Stored data entries
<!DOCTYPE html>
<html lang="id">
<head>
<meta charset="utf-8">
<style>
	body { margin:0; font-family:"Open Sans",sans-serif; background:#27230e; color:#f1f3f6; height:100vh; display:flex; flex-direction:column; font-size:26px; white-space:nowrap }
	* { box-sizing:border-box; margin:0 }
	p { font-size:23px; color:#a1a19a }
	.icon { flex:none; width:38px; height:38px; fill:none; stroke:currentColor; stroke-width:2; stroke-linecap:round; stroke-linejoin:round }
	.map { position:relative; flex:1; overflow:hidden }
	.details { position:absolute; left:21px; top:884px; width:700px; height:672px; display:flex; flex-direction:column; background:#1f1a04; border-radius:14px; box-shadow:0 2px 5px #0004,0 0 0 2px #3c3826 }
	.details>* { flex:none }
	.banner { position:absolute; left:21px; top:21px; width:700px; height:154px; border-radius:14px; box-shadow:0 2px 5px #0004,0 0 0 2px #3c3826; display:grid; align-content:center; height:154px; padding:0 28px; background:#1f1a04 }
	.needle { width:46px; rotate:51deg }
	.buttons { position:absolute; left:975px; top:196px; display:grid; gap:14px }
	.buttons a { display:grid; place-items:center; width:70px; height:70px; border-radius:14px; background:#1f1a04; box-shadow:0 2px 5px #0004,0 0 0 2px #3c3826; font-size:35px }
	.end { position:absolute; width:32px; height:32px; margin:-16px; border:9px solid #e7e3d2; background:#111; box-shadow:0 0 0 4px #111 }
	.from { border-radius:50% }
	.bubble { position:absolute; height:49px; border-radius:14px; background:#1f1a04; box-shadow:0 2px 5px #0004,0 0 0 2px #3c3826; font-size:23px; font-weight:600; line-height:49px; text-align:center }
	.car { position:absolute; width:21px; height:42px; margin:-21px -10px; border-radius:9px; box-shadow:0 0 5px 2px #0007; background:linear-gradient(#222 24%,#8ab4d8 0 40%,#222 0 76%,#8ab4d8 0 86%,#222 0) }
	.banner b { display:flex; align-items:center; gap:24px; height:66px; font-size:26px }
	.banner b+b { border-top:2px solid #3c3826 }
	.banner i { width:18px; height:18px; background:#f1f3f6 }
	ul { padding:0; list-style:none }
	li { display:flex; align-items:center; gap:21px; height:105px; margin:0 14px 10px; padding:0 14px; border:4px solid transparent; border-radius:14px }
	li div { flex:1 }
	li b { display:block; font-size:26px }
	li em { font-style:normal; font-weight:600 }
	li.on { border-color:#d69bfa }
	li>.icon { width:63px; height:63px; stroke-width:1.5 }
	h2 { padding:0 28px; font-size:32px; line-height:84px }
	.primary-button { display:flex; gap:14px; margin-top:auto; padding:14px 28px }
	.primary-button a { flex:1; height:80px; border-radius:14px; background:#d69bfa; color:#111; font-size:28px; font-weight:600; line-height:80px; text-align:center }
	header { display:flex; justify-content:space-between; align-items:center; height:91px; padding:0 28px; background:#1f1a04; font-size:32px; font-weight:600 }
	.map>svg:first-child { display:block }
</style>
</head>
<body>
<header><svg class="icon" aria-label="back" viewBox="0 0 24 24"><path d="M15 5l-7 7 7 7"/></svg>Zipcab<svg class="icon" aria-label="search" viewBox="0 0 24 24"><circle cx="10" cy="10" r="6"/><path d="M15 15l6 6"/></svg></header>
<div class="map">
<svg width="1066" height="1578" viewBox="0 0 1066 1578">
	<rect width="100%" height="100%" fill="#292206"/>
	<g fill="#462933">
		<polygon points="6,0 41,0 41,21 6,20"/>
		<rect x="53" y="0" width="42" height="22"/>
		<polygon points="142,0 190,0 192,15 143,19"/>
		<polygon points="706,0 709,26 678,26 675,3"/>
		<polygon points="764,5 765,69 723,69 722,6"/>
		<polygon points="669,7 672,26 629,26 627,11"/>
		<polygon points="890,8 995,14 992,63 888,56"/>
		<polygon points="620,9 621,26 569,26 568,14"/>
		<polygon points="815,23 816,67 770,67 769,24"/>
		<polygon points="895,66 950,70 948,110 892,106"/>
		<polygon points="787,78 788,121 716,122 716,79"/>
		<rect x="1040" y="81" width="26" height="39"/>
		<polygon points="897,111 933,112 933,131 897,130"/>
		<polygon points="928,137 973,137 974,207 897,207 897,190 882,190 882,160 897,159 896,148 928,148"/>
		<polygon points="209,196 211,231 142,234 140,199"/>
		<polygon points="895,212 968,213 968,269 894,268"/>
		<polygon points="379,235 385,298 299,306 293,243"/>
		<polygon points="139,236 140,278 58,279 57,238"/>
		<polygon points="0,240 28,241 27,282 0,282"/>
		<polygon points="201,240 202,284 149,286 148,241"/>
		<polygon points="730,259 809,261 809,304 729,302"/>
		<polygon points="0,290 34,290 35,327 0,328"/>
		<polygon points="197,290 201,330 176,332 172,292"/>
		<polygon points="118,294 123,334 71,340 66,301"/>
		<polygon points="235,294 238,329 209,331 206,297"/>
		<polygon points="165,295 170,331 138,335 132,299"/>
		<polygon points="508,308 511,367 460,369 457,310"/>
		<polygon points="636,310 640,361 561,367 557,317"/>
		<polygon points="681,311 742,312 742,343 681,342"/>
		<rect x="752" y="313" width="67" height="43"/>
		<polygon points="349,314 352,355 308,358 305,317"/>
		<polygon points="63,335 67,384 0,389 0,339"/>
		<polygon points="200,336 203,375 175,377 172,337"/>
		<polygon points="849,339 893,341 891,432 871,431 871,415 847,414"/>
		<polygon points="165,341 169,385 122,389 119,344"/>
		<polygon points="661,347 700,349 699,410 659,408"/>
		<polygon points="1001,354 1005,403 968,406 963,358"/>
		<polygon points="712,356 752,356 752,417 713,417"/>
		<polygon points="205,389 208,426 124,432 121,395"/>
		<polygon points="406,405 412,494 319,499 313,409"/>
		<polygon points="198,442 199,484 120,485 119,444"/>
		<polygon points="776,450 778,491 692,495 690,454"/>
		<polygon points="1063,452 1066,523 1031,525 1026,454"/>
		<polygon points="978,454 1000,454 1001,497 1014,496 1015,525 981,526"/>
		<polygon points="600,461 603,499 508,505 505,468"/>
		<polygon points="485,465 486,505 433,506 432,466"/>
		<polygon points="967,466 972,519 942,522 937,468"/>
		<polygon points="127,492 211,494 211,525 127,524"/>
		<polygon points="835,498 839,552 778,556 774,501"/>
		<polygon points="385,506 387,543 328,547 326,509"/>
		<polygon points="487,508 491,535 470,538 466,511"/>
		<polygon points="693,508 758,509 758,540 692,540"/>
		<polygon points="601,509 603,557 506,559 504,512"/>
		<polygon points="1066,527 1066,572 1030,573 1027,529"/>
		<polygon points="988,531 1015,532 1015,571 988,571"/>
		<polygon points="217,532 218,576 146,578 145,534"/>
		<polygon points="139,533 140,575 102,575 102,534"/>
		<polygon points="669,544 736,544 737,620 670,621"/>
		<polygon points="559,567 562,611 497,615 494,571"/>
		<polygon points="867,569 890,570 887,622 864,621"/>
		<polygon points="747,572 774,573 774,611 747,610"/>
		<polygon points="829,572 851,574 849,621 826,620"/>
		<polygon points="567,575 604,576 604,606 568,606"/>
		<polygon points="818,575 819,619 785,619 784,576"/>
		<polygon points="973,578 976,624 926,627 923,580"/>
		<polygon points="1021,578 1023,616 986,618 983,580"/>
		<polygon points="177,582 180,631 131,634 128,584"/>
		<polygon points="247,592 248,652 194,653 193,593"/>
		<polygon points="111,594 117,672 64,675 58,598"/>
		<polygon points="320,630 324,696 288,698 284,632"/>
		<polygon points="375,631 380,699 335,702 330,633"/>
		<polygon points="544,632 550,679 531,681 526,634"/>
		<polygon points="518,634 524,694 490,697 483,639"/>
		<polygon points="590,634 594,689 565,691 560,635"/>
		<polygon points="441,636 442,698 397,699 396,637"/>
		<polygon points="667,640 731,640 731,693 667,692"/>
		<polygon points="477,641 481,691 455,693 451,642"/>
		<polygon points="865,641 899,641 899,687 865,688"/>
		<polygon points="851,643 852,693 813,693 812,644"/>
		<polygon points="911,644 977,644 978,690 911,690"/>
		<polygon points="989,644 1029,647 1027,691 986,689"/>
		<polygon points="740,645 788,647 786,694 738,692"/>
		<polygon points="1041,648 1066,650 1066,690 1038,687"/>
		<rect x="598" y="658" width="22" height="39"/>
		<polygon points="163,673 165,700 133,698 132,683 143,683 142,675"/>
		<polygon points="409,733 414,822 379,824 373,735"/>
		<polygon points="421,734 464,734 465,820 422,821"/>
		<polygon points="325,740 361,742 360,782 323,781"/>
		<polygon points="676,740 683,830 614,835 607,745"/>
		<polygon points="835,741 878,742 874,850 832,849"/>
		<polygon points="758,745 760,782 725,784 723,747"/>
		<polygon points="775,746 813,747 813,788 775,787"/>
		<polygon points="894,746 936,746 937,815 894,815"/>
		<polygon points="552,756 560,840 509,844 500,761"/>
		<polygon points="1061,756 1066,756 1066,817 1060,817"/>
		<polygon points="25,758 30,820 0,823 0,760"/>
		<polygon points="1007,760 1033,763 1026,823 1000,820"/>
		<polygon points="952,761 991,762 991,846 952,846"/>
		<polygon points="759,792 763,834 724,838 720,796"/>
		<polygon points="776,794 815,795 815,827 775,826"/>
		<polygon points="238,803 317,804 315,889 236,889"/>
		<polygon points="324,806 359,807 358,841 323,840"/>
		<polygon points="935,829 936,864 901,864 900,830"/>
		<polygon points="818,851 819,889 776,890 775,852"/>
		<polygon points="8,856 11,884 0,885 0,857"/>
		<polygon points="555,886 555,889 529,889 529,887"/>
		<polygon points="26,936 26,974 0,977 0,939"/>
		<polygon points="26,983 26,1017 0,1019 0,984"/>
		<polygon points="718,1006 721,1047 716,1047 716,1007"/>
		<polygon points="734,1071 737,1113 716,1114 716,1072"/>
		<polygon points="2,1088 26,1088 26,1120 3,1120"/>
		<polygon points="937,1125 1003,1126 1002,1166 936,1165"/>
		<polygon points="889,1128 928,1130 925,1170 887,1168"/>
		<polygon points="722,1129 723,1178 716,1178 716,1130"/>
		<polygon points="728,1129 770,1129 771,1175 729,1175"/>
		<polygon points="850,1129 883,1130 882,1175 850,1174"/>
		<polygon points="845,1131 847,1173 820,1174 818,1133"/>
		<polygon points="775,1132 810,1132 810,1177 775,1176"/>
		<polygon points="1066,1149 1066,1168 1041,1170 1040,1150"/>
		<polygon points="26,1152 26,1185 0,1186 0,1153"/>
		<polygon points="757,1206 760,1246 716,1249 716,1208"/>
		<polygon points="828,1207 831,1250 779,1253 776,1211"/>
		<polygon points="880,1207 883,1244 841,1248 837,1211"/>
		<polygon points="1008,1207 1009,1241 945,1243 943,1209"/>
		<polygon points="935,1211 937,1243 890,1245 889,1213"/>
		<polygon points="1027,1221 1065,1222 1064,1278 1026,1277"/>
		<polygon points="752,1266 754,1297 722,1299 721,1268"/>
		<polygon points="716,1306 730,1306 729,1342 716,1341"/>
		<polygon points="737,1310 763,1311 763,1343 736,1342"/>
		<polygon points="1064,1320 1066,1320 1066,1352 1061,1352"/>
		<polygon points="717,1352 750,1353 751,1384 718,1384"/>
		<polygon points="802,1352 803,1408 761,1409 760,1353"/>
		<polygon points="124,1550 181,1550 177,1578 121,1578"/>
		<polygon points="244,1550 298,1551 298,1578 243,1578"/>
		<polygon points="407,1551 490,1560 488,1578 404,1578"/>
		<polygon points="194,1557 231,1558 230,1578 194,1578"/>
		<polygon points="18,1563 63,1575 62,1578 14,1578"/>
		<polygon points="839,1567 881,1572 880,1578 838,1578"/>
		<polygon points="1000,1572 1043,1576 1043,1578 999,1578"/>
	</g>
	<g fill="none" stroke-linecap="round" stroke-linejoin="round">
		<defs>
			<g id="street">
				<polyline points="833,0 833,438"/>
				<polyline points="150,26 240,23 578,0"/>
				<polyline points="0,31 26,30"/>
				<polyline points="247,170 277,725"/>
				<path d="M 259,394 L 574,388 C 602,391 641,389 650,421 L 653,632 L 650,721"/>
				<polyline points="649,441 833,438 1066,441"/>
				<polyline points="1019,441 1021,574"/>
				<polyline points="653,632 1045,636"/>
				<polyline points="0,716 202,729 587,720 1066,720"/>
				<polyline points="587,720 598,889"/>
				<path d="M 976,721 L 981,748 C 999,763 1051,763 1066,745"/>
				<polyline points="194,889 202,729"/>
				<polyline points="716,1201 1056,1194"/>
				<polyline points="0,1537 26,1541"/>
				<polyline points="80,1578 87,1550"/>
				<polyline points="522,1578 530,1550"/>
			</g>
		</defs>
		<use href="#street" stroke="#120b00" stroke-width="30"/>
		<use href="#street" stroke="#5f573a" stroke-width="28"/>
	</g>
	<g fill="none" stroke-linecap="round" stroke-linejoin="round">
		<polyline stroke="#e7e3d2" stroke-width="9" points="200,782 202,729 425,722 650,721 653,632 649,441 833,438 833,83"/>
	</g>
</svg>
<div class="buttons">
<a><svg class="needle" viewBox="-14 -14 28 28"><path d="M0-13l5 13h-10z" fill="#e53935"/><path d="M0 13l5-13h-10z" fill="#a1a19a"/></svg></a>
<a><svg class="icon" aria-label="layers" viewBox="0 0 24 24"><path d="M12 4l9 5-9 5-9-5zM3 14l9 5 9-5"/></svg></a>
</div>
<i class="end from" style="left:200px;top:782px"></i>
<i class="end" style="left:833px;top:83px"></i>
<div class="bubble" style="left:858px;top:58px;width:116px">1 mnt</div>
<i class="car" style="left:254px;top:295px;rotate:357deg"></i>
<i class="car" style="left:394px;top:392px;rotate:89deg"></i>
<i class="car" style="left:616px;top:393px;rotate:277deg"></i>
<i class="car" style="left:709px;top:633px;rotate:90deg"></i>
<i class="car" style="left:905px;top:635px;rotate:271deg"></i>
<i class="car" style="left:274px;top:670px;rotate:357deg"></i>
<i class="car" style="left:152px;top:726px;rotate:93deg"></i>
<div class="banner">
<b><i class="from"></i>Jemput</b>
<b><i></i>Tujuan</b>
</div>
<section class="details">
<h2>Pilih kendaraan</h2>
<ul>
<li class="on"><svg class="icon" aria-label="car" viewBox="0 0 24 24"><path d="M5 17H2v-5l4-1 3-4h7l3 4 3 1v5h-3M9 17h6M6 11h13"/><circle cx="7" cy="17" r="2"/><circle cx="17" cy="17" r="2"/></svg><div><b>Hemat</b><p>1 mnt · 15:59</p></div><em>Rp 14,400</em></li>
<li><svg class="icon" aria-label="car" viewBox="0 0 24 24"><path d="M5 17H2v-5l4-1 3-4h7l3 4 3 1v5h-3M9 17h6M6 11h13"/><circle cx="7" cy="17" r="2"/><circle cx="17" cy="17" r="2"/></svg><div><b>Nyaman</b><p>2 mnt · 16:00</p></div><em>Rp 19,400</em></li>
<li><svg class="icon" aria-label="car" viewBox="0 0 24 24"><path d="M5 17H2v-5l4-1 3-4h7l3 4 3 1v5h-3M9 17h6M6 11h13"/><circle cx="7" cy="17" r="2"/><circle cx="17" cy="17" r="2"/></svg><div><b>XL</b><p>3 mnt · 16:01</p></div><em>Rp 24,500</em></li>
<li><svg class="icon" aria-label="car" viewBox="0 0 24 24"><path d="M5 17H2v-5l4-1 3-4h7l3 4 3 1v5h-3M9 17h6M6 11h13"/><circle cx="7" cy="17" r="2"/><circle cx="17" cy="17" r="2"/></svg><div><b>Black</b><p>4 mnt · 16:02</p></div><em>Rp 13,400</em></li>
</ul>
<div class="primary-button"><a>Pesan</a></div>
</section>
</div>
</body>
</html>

* **Goal of the exercise**
In the records above, find each line with the word "none" and copy it.

* **Solution to this exercise**
	.icon { flex:none; width:38px; height:38px; fill:none; stroke:currentColor; stroke-width:2; stroke-linecap:round; stroke-linejoin:round }
	.details>* { flex:none }
	ul { padding:0; list-style:none }
	<g fill="none" stroke-linecap="round" stroke-linejoin="round">
	<g fill="none" stroke-linecap="round" stroke-linejoin="round">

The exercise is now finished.